December B and R workshop 1In December of 2012, Trinity sponsored a conference on Food Justice that brought attendees from as far as 120 miles away, people involved in urban agriculture, organic gardening, food ministries, non-governmental organizations concerned with how American food growers raised the food sold in our grocery stores and how those workers were treated. Several Trinity parishioners were already involved in organic gardening, both on their own and in local community gardens. An idea began to emerge: that if we could grow food, and teach local residents how to both preserve and prepare it, we might be able to get healthier food to those in our community with otherwise-limited access to that, and improve nutrition, health, education and more.

Polyface pigLate in the spring of 2013, Trinity children and adults took a field trip to Polyface Farm in southwestern Augusta county. We had a two-hour tour via hay-wagon, though the lush green fields that supported grass-fed beef and pork, and a good-sized poultry program. The owner, the charismatic and world-renown Joel Salatin is a third-generation farmer and self-proclaimed landsteward who recognized the depletion of the soil that had resulted from four centuries of disregard for the land. He employs simple strategies to rotate his animals through the land while rebuilding the soil. He speaks of the pigs needing to express their “piggishness” by being able to root through specific types of green growth, for example, and his animals live full, low-anxiety and undrugged lives. He described his style of farming as scalable up or down, from hundreds of acres to urban nooks and crannies.

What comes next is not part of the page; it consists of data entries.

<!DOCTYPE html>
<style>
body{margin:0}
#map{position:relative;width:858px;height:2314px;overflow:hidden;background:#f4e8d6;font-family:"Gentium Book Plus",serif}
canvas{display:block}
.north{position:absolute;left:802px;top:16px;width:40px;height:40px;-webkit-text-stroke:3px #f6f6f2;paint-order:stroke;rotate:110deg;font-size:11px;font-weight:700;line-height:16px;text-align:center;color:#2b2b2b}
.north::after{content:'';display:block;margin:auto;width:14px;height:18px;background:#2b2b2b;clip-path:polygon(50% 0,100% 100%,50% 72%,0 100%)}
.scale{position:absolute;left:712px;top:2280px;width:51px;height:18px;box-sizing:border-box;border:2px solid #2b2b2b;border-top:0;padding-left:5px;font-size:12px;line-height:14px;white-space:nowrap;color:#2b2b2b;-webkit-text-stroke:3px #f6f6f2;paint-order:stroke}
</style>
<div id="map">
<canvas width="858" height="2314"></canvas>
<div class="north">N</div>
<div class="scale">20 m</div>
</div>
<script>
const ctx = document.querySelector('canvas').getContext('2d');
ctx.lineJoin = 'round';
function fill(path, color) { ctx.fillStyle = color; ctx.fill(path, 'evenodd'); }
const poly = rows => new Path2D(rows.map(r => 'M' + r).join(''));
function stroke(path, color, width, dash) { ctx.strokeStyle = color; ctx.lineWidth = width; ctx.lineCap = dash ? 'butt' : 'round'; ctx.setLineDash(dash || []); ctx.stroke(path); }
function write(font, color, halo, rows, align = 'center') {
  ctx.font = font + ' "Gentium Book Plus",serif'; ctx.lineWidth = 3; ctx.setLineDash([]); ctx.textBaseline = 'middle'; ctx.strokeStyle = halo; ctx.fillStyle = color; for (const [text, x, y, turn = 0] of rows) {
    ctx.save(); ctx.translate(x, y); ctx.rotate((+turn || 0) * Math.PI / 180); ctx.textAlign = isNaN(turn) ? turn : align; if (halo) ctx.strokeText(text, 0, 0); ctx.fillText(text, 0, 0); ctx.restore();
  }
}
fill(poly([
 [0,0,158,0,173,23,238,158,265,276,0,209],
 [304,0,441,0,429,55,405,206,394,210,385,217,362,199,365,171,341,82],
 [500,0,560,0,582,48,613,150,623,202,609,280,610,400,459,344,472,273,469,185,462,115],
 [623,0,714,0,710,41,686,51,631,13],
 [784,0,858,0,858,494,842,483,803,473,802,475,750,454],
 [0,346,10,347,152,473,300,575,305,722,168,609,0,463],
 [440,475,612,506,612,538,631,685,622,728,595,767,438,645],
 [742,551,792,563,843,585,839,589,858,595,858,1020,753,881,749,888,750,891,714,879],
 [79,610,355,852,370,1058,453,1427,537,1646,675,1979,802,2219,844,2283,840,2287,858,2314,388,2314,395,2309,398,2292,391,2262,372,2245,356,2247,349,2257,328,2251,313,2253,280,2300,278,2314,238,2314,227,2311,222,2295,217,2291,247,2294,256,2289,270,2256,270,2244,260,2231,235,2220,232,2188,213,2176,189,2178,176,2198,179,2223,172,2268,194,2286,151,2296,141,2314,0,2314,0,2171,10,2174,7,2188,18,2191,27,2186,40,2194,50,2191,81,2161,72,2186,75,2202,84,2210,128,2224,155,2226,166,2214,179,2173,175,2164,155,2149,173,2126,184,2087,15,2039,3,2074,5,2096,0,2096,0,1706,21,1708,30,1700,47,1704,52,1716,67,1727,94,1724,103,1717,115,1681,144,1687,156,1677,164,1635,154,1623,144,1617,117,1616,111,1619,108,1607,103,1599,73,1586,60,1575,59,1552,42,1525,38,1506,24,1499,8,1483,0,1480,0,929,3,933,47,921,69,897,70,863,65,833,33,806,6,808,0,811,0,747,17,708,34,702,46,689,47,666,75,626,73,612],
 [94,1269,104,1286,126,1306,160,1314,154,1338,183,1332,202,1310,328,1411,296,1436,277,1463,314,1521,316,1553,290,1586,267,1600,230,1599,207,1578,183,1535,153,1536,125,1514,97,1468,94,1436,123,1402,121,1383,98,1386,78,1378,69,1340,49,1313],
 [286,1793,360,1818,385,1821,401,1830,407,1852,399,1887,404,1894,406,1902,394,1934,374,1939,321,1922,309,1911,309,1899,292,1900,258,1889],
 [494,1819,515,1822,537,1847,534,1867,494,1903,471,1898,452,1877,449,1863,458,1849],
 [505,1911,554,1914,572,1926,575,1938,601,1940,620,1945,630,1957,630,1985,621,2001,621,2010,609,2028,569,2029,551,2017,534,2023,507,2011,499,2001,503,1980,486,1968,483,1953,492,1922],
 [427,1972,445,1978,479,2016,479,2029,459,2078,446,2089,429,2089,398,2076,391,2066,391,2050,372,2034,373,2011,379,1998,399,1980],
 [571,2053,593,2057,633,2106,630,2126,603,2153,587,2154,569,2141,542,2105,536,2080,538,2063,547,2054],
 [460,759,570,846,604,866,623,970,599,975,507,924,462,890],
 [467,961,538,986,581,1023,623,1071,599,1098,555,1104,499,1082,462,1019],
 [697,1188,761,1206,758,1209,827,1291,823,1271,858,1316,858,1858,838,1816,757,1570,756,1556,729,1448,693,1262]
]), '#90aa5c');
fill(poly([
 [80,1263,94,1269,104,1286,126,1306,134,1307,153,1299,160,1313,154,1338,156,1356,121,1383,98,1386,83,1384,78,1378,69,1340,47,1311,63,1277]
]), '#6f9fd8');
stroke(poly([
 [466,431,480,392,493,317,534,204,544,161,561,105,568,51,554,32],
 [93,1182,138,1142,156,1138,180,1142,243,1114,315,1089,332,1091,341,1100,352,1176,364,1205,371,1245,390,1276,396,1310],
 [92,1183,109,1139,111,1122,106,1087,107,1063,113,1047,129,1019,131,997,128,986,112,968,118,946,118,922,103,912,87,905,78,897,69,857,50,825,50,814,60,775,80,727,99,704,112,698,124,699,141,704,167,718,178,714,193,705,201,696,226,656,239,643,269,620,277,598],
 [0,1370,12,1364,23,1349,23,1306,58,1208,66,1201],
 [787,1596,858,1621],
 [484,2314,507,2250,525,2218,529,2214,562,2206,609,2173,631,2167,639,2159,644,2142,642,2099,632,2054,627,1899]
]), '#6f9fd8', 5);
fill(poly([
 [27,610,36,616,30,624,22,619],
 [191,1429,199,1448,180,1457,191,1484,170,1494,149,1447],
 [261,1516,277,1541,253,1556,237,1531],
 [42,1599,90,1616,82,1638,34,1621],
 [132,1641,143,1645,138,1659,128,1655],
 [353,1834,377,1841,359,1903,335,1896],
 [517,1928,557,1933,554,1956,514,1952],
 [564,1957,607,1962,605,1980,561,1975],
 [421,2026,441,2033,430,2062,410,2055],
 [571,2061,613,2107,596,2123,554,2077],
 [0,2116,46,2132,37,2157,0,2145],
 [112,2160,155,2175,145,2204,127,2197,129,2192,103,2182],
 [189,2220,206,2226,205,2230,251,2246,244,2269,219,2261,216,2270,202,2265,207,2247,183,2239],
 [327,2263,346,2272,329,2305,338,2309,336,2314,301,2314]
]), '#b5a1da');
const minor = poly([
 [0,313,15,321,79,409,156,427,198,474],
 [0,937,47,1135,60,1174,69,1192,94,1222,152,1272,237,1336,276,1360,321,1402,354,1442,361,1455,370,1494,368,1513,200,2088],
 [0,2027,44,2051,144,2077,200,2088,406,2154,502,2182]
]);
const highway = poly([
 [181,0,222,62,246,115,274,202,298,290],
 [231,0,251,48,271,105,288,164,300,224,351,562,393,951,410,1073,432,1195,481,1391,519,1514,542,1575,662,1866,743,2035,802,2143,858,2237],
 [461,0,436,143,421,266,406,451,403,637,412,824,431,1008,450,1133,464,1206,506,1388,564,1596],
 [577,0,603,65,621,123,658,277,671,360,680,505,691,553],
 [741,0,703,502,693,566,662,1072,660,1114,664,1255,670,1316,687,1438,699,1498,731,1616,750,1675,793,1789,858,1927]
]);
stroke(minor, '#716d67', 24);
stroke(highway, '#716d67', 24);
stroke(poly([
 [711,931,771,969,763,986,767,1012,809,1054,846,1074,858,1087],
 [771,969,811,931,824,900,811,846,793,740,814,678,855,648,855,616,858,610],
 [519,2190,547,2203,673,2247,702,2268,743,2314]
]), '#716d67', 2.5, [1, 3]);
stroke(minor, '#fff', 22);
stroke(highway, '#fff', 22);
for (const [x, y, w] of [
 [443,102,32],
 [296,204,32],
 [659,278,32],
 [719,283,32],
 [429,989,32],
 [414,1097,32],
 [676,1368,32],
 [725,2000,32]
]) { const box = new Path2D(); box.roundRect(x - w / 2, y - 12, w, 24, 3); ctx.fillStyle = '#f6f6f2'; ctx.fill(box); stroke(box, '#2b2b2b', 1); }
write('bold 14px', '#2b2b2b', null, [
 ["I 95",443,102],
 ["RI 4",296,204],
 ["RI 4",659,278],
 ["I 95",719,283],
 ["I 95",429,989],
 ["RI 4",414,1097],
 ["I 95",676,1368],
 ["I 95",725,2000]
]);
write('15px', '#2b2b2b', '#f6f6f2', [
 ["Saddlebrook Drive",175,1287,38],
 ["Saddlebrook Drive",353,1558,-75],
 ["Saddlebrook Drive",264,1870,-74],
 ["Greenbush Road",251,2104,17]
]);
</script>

During the summer of 2013, Trinity sponsored the showing of several documentaries speaking to food, food justice, and food insecurity. We looked at the strategies employed in agribusiness: we saw four-foot by four-foot “flats” of baby chicks crammed so  close in the flats that when the flats were unceremoniously dropped, by the forklift, onto the concrete floor of an industrial poultry farm, not one had the space to move and feel the effect of the drop. We saw families that could have been any of us at Trinity struggling to find food for the next meal. And we talked about what we had read, what we had seen, and how it affected us.

chicken coops polyface1And Bread and Roses was born: bread speaking to our need for sustenance, and roses speaking to the beauty of what we can grow. Despite the presence of food banks, and soup kitchens and free- and reduced price school meals, Charlottesville has a food security problem, as well as a food quality problem. By working together with other small churches and local initiatives, we can use our space to grow food in raised beds that are accessible to all. And we can renovate our kitchen to  turn it into a full commercial kitchen, where the fruits of our garden harvests can be preserved, and where area residents can learn to prepare food for themselves, for their friends and families, or for a career.